Ayna Duran Gizem
Department of Biomedical Engineering, Faculty of Engineering, İzmir University of Economics, İzmir, Turkey.
Eur J Breast Health. 2025 Jan 1;21(1):63-73. doi: 10.4274/ejbh.galenos.2024.2024-11-2.
The prevalence of breast cancer and gynaecological cancers is high, and these cancer types can occur consecutively as secondary cancers. The aim of our study is to determine the genes commonly expressed in these cancers and to identify the common hub genes and drug components.
Gene intensity values of breast cancer, gynaecological cancers such as cervical, ovarian and endometrial cancers were used from the Gene Expression Omnibus database Affymetrix Human Genome U133 Plus 2.0 Array project. Using the linear modelling method included in the R LIMMA package, genes that differ between healthy individuals and cancer patients were identified. Hub genes were determined using cytoHubba in Cytoscape program. "ShinyGo 0.80" tool was used to determine the disease-specific biological KEGG pathways. Drug.MATADOR from the ShinyGo 0.80 tool was used to predict drug-target relationships.
The RecQ Like Helicase 4 and genes were found to be similarly expressed in breast cancer and gynaecological cancers. Upon KEGG pathway analyses with hub genes, Drug.MATADOR analysis with hub genes related to cancer related pathways was performed. We have determined these gene/drug interactions: NBN (targeted by Hydroxyurea), EP300 (targeted by Acetylcarnitine) and MAPK14 (targeted by Salicylate and Dibutyryl cyclic AMP).

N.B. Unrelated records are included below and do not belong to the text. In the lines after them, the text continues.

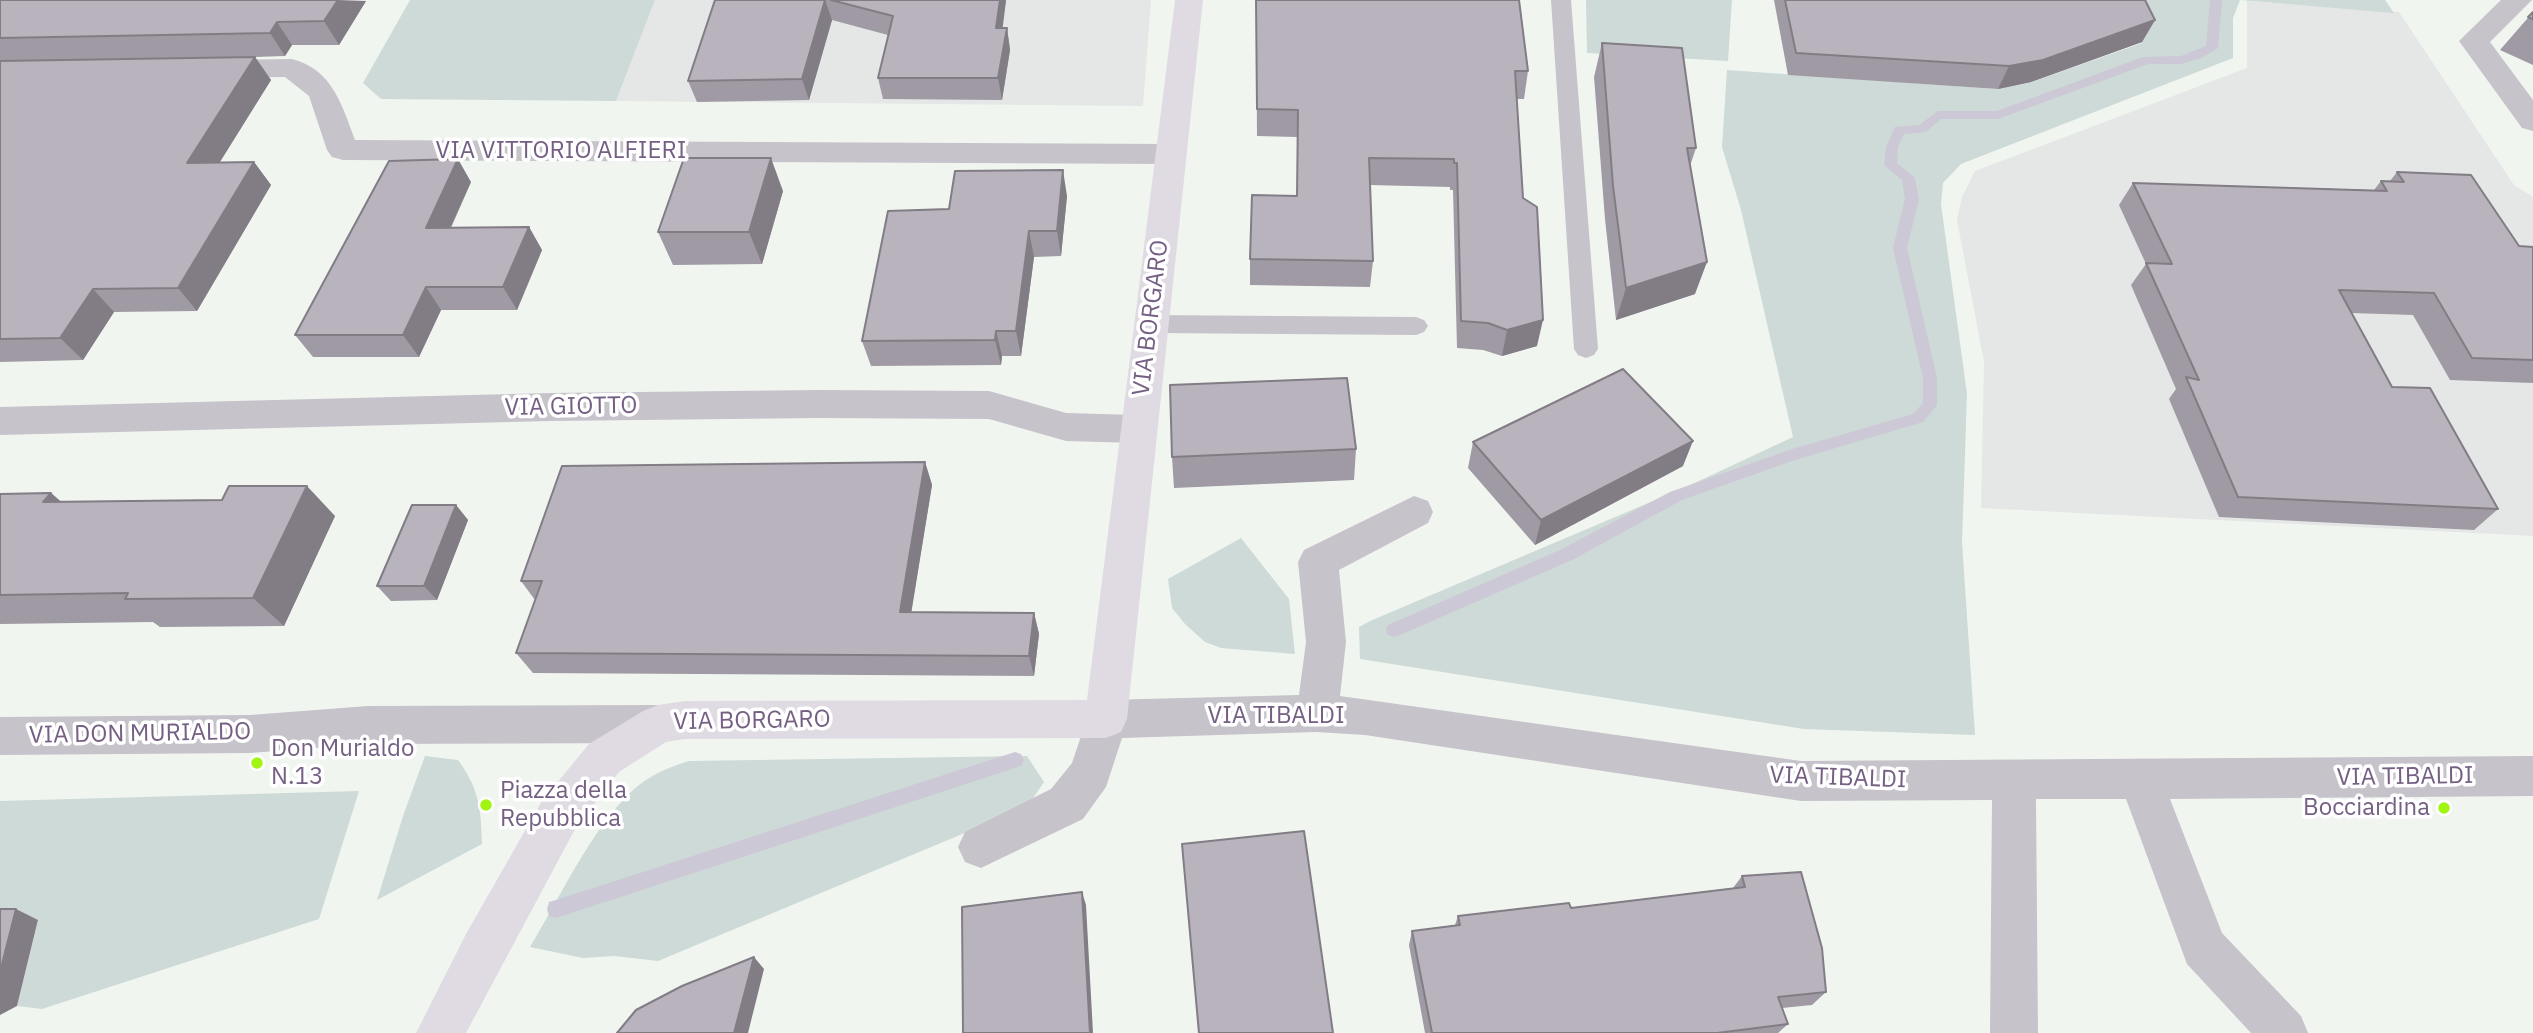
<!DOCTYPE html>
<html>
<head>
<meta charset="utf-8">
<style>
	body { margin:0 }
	canvas { display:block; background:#f0f5f0 }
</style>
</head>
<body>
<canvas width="2533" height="1033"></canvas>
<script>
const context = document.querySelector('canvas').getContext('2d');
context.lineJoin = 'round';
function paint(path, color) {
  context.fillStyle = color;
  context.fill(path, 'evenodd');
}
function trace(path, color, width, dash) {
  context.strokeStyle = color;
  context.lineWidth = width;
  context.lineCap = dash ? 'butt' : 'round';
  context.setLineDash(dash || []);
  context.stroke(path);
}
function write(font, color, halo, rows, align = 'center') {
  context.font = font + ' "IBM Plex Sans",sans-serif';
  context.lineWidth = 7;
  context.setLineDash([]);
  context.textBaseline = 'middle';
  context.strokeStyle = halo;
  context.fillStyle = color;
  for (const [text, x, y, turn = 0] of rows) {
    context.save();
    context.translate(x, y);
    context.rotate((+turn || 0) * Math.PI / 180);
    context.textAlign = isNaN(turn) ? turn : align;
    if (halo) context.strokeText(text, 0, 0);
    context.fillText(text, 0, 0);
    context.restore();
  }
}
const built = new Path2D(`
	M655,0H1151L1143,106L616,101Z
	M2247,1L2399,12L2514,185L2533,197V536L1981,508L1984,362L1957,220L1962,197L1975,171L2247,68Z`);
const green = new Path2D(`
	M410,0H655L616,101L381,99L363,83Z
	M1586,0H1732L1728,61L1587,53Z
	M2119,0H2216L2219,3L2218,0H2385L2394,13L2240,0L2233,18V58L1961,164L1943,183L1941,204L1967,394L1962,542L1975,735L1804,729L1360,659L1359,627L1370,621L1686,487L1793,437L1741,210L1722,147L1727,70L1998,89L2032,82L2142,43Z
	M1241,538L1289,599L1295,654L1221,648L1205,642L1185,624L1172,608L1168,579Z
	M425,756L458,760C479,789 481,808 482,844L377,900L404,813Z
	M1027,756L1044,782L1027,807L658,961L614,956L583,958L530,947C559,899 591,830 631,792C648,776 668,767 689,761Z
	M359,791L319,919L42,1009L17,1006L38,921L0,920V801Z`);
const stream = new Path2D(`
	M2210,0H2222L2218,48L2201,58L2181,64H2148L1998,119H1941L1926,132L1904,134L1898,147L1897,163L1915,178L1919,199L1907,248L1937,378V405L1923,422L1792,461L1682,500L1572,560L1400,635L1394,637L1388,635L1386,630L1388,625L1560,550L1670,492L1789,450L1913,414L1923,403V378L1893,248L1905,199L1902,180L1884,165L1886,147L1895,127L1919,125L1938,111H1997L2143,57L2181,56L2206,46Z
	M1015,752L1021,754L1024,760L1021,766L1015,768L556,918L549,916L547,909L549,902L556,900Z`);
const lane = new Path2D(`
	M1551,0H1571L1598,349L1594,355L1586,358L1578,355L1574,349Z
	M1150,315L1416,317L1424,320L1428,326L1424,332L1416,335L1150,333L1142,330L1138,324L1142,318Z`);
const street = new Path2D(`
	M2501,0H2532L2490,42L2533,100V131L2522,128L2459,41Z
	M292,59C332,69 342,105 355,140L1170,144L1181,147L1186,154L1181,161L1170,164L343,160L332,157L327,150L309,96L285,77L210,78L200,76L195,69L200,62L210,60Z
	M819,390L989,391L1066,413L1138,415L1151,419L1156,429L1151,439L1138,443L1066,441L989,419L819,418L550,421L0,435V407L550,393Z
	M1414,496L1428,501L1433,512L1428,523L1339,570L1346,642L1340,696L1801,761L2533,756V796L2170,799L2222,933L2301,1016L2308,1033H2251L2187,964L2126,799H2036L2038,1033H1990L1992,800L1801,801L1365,735L1316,732L1122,738L1106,787L1083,819L981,868L965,862L958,847L965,832L1051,789L1072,763L1091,706L1106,700L1299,695L1306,642L1298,562L1304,550Z
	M658,705L673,711L679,724L673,737L658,743L368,744L250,753L0,755V717L250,715L368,706Z`);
const secondary = new Path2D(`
	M1175,0H1203L1127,719L1121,732L1106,738L685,739L666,742L619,772L574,831L466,1033H416L466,934L542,801L589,744L643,711L658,705L685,701L1087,700Z`);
const wall = new Path2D(`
	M0,0L366,1L339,45H292L285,56L255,57L271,80L219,163L254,162L271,185L197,311L114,312L83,360L0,362Z
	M715,0H1006L1002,28H1007L1010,50L1002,100L883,99L878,78L888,35L832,20L809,100L697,102L688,81Z
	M1256,0L1528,71L1524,99H1517L1523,198L1537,346L1502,356L1483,350L1457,348L1453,190H1450V187L1370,185L1373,261L1370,287L1250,285V259L1297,196V137L1257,136Z
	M1774,0H2145L2155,20L2142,42L2031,82L1998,89L1788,75Z
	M2533,12V65L2500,50Z
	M1602,43L1696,148L1690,166L1695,294L1616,320L1605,219L1594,77Z
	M2397,172L2519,246L2533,247V383L2450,380L2413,315L2352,313L2392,387L2498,509L2474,530L2219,517L2169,399L2176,389L2131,285L2146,264L2119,205L2133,183L2374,190L2381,181H2390Z
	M471,182L451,228L529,227L542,250L517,310H441L419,357H313L295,335Z
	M783,191L762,264L673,265L658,232Z
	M1067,196L1061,256L1034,257L1021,356H1002L1001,365L871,366L862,341L949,209Z
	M1473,442L1683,466L1535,545L1468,468Z
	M1356,449L1354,480L1174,488L1172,457Z
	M925,462L932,485L911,612L1034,613L1039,634L1034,676L533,673L516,653L535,600L521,581Z
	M51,493L61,502L335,516L284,626L160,627L153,622L0,624V494Z
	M456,505L468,520L437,600L391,601L377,586Z
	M1742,876L1826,992L1812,1005L1782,1008L1788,1024L1778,1033H1425L1409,945L1412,931L1455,925L1458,916L1571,908L1733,888Z`);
const shadedWall = new Path2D(`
	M338,0L366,1L339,45L324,21Z
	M825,0L832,20L809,100L802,79Z
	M1000,0H1006L1000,50L996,28Z
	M2155,20L2142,42L2031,82L1998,89L2009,66Z
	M277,22L292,45L285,56L270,33Z
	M1007,28L1010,50L1002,100L998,78Z
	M255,57L271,80L205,186L187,163Z
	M771,158L783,191L762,264L749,232Z
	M458,159L471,182L440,250L426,228Z
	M254,162L271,185L197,311L178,288Z
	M1063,170L1067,196L1061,256L1057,231Z
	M529,227L542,250L517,310L503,287Z
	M1029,231L1034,257L1021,356L1016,331Z
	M1707,262L1695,294L1616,320L1626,288Z
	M426,287L441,310L419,357L403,335Z
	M93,289L114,312L83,360L60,338Z
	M1543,320L1537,346L1502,356L1507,330Z
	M996,331L1002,356L1001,365L995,340Z
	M1693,441L1683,466L1535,545L1541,520Z
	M925,462L932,485L908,633L900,612Z
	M307,486L335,516L284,626L253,598Z
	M51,493L86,523L43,502Z
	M456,505L468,520L437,600L424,586Z
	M1034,613L1039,634L1034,676L1029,656Z
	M1082,892L1086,905L1093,1033H1090Z
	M16,909L38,920L17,1006L0,1015V972Z
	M754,957L764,969L748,1033H734Z`);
const building = new Path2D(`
	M0,0H338L324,21L277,22L270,33L0,38Z
	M715,0H825L802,79L688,81Z
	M831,0H1000L996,28H1007L998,78H878L893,16Z
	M1256,0H1519L1528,71H1515L1523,198L1537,207L1543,320L1507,330L1488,323L1461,321L1457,163H1454V159L1369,158L1373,261L1250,259L1252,195L1297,196L1298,110L1257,109Z
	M1785,0H2145L2155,20L2043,60L2009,66L1796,53Z
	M2533,12V19L2528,17Z
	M1602,43L1682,48L1696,148H1687L1707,262L1626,288L1613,186Z
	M255,57L187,163L254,162L178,288L93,289L60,338L0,339V61Z
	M684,158H771L749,232H658Z
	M458,159L426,228L529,227L503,287H426L403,335H295L389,161Z
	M1063,170L1057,231H1029L1016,331H996L995,340L862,341L888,211L949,209L955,171Z
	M2397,172L2471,175L2519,246L2533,247V360L2472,358L2434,293L2339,290L2392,387L2430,388L2498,509L2238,497L2186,377L2199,380L2146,263L2172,264L2133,183L2387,191L2381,181L2404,182Z
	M1623,369L1693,441L1541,520L1473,442Z
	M1347,378L1356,449L1172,457L1170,385Z
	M925,462L900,612L1034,613L1029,656L516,653L542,581H521L562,466Z
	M229,486H307L253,598L125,599L128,593L0,595V494L51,493L43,502L222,500Z
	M412,505H456L424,586H377Z
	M1304,831L1333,1033H1199L1182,844Z
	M1801,872L1822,948L1826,992L1778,997L1788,1024L1717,1033H1432L1412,931L1460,925L1458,916L1569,903L1571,908L1745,887L1742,876Z
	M1082,892L1090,1033H963L962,907Z
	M0,909H16L0,972Z
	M754,957L734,1033H617L636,1010L682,986Z`);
const markers = [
	[257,763,7,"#a2f411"],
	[486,805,7,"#a2f411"],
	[2444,808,7,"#a2f411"]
];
const streetNames = [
	["VIA VITTORIO ALFIERI",561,151],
	["VIA BORGARO",1151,318,-83],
	["VIA GIOTTO",571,407,-1],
	["VIA TIBALDI",1276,716],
	["VIA BORGARO",752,721,-1],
	["VIA DON MURIALDO",140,734,-1],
	["VIA TIBALDI",2405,777,-1],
	["VIA TIBALDI",1838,778,2]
];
const poiNames = [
	["Don Murialdo",271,749],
	["N.13",271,777],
	["Piazza della",500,791],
	["Repubblica",500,819],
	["Bocciardina",2430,808,"right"]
];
paint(built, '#e4e7e6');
paint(green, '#cedad7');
paint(stream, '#cdc8d5');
paint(lane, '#c7c3ca');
paint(street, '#c7c3ca');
paint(secondary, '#e0dbe3');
paint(wall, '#9f9aa3');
paint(shadedWall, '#827d85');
paint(building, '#b9b3be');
trace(building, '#827d85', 2);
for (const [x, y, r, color] of markers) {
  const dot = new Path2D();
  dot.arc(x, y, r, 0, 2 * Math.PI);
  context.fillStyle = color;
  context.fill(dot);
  trace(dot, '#fff', 2.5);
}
write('24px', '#756084', '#fff', streetNames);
write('24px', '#756084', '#fff', poiNames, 'left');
</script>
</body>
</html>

The drugs associated with hub genes determined in our study are not routinely used in cancer treatment. Our study offers the opportunity to identify the target genes of drugs used in breast and gynaecological cancers with the drug repurposing approach.
乳腺癌和妇科癌症的患病率很高,并且这些癌症类型可作为继发性癌症连续发生。我们研究的目的是确定这些癌症中共同表达的基因,并识别共同的枢纽基因和药物成分。
使用基因表达综合数据库Affymetrix人类基因组U133 Plus 2.0阵列项目中乳腺癌、妇科癌症(如宫颈癌、卵巢癌和子宫内膜癌)的基因强度值。使用R LIMMA软件包中包含的线性建模方法,确定健康个体和癌症患者之间存在差异的基因。使用Cytoscape程序中的cytoHubba确定枢纽基因。使用“ShinyGo 0.80”工具确定疾病特异性的生物KEGG通路。使用ShinyGo 0.80工具中的Drug.MATADOR预测药物-靶点关系。
发现类RecQ解旋酶4基因在乳腺癌和妇科癌症中表达相似。在用枢纽基因进行KEGG通路分析后,对与癌症相关通路相关的枢纽基因进行了Drug.MATADOR分析。我们确定了这些基因/药物相互作用:NBN(由羟基脲靶向)、EP300(由乙酰肉碱靶向)和MAPK14(由水杨酸盐和二丁酰环磷腺苷靶向)。
我们研究中确定的与枢纽基因相关的药物在癌症治疗中并非常规使用。我们的研究提供了一个机会,通过药物重新利用方法来识别用于乳腺癌和妇科癌症治疗的药物的靶基因。